PROBLEM REQUIREMENTS: Search the material for "Βούλγαρη" and show all lines that contain it.

INPUT:
=====

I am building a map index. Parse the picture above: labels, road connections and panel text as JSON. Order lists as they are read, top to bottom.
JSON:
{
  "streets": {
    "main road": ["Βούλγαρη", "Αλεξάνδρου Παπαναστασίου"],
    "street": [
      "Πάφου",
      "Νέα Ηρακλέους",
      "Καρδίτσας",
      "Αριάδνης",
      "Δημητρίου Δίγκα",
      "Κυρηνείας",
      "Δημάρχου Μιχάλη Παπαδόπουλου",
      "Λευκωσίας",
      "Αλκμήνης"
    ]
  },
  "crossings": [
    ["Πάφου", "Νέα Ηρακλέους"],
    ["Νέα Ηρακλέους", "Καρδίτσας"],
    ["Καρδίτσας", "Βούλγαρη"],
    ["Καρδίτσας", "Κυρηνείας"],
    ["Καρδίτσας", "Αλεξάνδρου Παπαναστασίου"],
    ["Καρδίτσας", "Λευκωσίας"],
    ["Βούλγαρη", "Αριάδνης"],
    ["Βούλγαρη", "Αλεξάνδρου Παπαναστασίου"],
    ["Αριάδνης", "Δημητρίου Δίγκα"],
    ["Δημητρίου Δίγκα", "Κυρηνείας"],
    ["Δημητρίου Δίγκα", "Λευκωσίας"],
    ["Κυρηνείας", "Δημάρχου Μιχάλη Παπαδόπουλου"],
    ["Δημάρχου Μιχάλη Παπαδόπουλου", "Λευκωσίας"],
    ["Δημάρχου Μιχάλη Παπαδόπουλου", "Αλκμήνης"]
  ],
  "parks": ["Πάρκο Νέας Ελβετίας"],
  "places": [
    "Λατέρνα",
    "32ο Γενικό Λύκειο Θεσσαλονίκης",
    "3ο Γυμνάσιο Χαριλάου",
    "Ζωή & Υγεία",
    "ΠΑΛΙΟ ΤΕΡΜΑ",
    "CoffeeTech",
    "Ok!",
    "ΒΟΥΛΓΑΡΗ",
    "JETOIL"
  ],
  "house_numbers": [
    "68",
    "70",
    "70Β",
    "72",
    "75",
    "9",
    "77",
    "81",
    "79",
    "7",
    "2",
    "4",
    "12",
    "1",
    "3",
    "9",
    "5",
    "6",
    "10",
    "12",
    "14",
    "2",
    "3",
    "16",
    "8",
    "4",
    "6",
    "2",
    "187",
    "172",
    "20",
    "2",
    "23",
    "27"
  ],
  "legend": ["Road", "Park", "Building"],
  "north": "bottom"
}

=====

RESPONSE AREA:
    "main road": ["Βούλγαρη", "Αλεξάνδρου Παπαναστασίου"],
    ["Καρδίτσας", "Βούλγαρη"],
    ["Βούλγαρη", "Αριάδνης"],
    ["Βούλγαρη", "Αλεξάνδρου Παπαναστασίου"],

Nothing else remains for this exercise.